À tour de rôle, chacun·e se confie. Il y a – chemise ouverte sur pectoraux saillants – le macho plus attachant qu’il n’y paraît d’emblée. À côté, un homosexuel qui s’assume. Plus loin, celui qui se nourrit de films hollywoodiens pour rêver plus grand. Puis l’autre qui – engoncé dans un corps trop présent – est toujours puceau. Et ce travesti qui ne veut pas être autre chose qu’un homme mais qui est répugné par l’animal violeur masculin. Sans omettre cet incroyable danseur de break-hip-hop qui, défiant les lois de la pesanteur, nous parle du miracle d’être père.

Et au milieu de cette cacophonie pulsionnelle de testostérone, il y a une seule jeune femme. D’abord encapuchonnée, perdue au milieu du groupe, elle s’en détache ensuite pour rayonner entre danses saccadées, coups de gueule féministes et affirmation de soi. Pourquoi une femme et six hommes ? Parce que le spectacle a comme fil rouge le témoignage de garçons qui tentent d’échapper aux déterminismes du patriarcat en s’interrogeant sur le devenir de la virilité. On évite ainsi à bon escient l’écueil d’une construction narrative politiquement correct du Zeitgeist actuel qui, pour se donner bonne conscience, s’embourberait dans un dogme néo-féministe poli de novlangue écologico-moralisante.

D’emblée, avant même que les lumières ne s’éteignent, une bande organisée de jeunes débarque ainsi sur le plateau. Aussitôt, elle prend d’assaut le public dans un désormais célèbre rap éponyme qui déborde dans la salle. C’est le point de départ : une culture faite de foot, de violence, de grosses voitures qui roulent vite, de filles-objets, d’armes et de drogue. Le décor est posé, on vient de là, nous autres les couillus : Nique ta mère sur la Canebière, nique tes morts sur le Vieux-Port[1]

On est soufflé par l’énergie fracassante qui se dégage de la Team. Ceci d’autant plus que, très vite à nouveau, le propos prend un virage sur les jantes de la Clio en questionnant ces clichés masculins dans un dialogue collectif où les avis s’affrontent pour peu à peu laisser tomber les armures de la misogynie.

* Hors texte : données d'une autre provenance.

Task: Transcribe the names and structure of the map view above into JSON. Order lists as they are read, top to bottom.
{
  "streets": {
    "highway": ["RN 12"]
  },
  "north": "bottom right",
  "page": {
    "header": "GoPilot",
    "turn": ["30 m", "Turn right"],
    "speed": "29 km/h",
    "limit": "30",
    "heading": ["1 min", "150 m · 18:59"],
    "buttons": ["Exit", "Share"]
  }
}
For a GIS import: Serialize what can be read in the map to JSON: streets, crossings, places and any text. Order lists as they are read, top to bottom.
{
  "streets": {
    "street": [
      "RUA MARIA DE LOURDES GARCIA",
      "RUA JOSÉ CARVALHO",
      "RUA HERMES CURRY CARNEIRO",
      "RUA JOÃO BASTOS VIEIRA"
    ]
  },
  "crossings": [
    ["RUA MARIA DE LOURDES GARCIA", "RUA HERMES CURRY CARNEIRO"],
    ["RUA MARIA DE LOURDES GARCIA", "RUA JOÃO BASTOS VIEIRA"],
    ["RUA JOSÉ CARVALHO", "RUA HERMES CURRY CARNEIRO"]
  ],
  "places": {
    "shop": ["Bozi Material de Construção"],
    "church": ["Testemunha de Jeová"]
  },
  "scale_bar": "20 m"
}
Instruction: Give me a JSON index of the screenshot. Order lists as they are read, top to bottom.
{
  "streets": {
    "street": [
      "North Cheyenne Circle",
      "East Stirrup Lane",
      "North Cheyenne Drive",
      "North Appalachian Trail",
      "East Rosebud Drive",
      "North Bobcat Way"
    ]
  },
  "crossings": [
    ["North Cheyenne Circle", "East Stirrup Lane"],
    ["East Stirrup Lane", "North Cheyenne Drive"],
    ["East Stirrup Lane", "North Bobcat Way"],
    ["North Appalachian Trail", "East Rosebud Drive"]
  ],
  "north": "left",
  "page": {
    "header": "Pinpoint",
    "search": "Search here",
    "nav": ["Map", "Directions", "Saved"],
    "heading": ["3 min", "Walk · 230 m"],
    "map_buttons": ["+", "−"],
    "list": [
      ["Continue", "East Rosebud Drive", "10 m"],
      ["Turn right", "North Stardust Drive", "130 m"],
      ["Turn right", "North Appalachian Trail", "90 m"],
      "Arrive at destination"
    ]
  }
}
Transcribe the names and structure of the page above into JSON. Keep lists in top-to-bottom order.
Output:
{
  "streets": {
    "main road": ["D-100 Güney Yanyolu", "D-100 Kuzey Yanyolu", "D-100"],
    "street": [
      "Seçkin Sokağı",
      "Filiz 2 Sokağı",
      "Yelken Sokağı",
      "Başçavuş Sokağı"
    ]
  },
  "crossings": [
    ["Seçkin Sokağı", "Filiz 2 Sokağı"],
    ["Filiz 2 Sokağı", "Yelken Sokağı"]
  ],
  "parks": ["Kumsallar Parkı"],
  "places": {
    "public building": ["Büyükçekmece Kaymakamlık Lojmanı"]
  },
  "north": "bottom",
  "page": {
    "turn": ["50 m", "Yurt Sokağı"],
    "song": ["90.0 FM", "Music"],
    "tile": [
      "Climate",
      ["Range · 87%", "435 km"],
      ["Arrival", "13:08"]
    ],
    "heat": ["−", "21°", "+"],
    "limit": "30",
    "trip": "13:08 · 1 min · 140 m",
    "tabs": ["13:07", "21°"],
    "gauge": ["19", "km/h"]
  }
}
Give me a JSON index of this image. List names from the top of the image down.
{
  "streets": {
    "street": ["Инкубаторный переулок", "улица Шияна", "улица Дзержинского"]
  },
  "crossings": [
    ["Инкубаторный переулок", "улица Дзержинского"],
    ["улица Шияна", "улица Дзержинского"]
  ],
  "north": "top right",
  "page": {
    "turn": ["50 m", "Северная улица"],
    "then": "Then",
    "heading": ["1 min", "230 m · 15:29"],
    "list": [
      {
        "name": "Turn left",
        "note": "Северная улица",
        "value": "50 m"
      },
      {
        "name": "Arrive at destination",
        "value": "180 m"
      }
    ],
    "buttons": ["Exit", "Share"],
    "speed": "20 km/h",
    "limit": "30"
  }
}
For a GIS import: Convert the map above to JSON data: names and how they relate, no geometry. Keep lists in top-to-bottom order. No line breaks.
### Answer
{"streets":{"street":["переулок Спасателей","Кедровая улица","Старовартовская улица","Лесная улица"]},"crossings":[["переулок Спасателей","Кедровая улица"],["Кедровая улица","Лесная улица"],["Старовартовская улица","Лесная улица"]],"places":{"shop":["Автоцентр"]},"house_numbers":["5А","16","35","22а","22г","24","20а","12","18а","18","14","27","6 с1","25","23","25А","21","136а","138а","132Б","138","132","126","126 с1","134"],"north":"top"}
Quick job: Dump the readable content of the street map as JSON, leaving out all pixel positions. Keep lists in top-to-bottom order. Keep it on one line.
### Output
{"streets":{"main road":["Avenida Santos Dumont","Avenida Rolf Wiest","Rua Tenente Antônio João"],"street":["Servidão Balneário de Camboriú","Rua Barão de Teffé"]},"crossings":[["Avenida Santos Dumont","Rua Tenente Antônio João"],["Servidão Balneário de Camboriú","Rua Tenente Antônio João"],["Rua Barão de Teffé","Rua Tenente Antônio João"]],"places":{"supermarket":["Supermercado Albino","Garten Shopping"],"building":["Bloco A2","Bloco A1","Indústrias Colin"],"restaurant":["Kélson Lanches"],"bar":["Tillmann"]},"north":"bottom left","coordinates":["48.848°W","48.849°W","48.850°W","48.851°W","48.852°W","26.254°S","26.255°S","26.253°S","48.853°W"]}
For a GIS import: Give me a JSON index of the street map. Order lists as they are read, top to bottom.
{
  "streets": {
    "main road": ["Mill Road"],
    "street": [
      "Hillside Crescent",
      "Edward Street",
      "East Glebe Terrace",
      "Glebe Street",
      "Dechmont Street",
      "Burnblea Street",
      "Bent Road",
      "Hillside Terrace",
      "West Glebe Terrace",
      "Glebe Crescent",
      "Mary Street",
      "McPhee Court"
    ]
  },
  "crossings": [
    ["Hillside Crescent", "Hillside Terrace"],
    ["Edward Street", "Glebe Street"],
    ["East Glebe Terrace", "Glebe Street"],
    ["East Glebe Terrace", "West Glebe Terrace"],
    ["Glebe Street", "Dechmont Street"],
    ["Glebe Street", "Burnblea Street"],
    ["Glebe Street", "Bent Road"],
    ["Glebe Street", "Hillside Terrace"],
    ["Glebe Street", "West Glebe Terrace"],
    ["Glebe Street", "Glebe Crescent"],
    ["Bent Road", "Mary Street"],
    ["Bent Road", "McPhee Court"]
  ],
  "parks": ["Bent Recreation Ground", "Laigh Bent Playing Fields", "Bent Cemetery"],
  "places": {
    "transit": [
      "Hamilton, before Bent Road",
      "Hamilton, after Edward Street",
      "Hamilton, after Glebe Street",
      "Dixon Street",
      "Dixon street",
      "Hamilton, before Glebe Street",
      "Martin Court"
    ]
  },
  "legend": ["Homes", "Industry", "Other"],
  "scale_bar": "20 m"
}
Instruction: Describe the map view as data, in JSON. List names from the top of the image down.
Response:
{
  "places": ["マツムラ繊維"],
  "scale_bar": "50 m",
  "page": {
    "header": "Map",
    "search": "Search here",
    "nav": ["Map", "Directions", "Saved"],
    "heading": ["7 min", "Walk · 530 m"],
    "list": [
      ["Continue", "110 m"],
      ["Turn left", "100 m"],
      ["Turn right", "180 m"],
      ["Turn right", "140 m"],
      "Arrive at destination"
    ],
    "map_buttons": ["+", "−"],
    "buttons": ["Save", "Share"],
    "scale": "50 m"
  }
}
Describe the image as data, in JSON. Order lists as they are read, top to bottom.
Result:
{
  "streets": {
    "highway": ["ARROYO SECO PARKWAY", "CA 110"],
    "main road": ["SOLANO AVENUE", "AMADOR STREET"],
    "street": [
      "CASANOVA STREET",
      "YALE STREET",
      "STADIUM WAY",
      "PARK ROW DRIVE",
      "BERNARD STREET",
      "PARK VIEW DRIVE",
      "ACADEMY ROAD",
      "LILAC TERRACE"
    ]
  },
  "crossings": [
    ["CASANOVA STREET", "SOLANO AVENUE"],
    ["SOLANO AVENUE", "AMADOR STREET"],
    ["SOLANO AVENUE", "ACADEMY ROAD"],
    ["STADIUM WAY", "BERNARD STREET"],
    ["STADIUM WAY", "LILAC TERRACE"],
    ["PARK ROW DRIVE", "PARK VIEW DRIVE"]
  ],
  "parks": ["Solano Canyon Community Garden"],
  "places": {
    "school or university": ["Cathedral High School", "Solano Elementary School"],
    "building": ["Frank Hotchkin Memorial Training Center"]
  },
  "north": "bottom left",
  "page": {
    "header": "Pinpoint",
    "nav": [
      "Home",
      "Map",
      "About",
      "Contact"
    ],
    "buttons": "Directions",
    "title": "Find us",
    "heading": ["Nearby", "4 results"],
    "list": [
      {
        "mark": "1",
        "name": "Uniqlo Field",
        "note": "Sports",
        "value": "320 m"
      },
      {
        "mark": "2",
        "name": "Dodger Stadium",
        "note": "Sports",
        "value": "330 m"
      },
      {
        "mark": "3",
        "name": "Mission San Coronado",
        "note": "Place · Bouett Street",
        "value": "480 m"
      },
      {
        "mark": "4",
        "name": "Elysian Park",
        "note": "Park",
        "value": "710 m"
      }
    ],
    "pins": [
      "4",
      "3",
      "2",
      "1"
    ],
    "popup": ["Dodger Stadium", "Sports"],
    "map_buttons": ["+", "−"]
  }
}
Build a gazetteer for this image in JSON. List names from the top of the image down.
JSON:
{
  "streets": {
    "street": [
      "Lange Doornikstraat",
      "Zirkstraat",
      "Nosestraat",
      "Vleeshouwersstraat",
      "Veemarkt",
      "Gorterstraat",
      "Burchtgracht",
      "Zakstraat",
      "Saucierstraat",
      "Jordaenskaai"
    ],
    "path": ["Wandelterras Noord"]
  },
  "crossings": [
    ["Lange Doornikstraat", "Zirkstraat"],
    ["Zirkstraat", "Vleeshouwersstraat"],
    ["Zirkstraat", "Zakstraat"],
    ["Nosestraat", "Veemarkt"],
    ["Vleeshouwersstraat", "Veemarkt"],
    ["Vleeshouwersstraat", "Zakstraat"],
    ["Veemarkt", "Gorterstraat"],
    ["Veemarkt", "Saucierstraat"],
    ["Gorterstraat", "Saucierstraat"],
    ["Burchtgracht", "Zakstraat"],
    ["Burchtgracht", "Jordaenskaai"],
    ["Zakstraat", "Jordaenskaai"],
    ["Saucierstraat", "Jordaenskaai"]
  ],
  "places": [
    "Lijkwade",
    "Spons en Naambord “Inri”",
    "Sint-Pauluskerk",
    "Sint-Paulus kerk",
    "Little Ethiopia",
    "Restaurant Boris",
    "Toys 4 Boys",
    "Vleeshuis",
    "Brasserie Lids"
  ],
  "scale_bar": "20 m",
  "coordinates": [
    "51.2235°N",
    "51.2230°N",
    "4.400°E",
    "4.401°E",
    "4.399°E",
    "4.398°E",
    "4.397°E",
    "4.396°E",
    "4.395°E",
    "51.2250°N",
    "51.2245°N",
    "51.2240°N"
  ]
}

Chaque personne, à l’image du cercle de hip-hop, va à tour de rôle prendre le centre de la scène pour révéler une partie intime dans sa quête de soi. Entre paroles, musiques et danses, dans un rythme génial, la Bande nous offre alors un kaléidoscope fabuleux de variations et de réflexions sur les mille et une façons de s’exprimer avec son corps et son âme pour trouver son identité entre amour et sexe.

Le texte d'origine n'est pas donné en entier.